Description of the task: Whenever the word "names" turns up in a line below, that line should be copied.

[Information given Boundary: Start]

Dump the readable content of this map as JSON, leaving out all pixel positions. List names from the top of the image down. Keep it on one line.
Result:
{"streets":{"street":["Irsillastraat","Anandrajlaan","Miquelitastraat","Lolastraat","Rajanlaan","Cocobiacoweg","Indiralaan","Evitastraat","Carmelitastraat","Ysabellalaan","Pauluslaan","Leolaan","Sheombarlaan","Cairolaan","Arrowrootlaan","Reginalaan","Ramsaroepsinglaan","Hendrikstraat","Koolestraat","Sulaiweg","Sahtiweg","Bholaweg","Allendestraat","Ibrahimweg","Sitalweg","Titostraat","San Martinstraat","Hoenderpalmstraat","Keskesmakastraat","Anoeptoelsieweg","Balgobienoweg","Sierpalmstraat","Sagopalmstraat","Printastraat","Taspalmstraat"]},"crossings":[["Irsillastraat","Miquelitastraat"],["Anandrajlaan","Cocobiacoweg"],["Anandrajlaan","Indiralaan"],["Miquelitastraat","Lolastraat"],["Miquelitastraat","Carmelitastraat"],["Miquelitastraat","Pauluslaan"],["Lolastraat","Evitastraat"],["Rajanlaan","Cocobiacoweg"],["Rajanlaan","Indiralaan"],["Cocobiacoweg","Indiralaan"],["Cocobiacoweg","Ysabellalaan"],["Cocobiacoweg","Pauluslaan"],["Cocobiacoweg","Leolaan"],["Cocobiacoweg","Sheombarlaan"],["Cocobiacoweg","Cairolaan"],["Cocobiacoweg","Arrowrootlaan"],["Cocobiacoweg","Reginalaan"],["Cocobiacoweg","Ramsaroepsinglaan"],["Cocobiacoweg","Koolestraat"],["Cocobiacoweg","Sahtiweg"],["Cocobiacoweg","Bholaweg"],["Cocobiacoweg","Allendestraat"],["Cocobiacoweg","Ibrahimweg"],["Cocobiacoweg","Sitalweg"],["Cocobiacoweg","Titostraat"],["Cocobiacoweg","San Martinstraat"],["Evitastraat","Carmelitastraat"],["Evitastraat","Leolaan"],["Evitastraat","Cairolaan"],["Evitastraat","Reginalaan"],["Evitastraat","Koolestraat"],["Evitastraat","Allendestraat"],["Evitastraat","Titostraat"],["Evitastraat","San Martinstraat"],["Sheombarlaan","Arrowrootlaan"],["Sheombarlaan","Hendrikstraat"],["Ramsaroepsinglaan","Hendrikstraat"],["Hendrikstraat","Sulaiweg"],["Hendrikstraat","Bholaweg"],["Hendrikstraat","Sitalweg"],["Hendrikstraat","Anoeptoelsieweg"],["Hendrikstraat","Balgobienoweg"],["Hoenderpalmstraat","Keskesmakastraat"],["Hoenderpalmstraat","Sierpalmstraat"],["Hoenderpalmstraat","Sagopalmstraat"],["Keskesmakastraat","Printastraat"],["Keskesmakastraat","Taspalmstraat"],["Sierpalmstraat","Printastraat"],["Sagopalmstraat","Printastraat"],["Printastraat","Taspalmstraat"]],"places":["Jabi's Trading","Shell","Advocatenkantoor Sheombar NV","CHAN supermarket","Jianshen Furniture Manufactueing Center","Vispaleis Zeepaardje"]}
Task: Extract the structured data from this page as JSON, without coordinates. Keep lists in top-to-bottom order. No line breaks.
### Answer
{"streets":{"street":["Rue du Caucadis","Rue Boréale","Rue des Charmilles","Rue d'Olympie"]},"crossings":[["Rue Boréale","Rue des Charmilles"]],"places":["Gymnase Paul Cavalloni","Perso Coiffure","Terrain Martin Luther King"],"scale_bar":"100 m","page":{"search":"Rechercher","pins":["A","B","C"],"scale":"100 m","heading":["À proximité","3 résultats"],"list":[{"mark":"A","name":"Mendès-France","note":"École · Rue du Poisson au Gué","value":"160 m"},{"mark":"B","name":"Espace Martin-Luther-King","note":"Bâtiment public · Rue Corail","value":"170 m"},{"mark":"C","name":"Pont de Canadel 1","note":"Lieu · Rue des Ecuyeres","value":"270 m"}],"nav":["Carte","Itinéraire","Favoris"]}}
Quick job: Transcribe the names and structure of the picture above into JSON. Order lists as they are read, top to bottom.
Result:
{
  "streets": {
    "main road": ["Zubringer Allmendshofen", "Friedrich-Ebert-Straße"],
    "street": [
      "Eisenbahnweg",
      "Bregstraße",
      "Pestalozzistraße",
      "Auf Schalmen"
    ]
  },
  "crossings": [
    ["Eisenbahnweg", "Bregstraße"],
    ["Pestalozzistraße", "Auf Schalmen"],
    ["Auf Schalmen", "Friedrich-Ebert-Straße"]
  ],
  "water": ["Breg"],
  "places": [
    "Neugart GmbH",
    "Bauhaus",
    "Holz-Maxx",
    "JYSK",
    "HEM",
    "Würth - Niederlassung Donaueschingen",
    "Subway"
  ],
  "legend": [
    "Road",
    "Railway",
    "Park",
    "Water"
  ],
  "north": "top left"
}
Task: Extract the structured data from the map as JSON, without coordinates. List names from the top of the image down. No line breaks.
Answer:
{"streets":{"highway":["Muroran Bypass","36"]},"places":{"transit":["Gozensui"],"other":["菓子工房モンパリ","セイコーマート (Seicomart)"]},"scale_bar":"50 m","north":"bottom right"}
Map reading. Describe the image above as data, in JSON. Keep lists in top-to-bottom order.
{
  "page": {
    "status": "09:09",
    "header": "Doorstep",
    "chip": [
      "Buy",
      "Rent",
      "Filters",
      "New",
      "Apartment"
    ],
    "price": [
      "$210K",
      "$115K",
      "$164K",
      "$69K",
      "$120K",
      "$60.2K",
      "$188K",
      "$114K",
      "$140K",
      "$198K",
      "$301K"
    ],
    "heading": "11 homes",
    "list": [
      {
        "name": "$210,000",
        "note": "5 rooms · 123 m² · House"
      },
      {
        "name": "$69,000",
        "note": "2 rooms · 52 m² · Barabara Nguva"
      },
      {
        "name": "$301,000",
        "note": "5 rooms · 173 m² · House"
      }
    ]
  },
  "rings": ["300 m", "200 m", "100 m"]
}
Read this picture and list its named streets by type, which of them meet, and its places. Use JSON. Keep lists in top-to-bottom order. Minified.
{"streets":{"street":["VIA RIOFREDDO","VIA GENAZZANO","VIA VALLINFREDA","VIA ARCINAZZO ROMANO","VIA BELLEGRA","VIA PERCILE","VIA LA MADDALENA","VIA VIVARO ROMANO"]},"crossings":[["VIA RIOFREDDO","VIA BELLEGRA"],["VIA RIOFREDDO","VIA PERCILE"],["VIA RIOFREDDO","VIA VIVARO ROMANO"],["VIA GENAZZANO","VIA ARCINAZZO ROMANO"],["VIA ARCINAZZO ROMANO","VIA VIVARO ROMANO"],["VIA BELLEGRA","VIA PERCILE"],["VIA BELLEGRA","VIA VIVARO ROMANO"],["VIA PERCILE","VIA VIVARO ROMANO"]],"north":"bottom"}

[Information given Boundary: End]

Result for this exercise:
Dump the readable content of this map as JSON, leaving out all pixel positions. List names from the top of the image down. Keep it on one line.
Quick job: Transcribe the names and structure of the picture above into JSON. Order lists as they are read, top to bottom.
Task: Extract the structured data from the map as JSON, without coordinates. List names from the top of the image down. No line breaks.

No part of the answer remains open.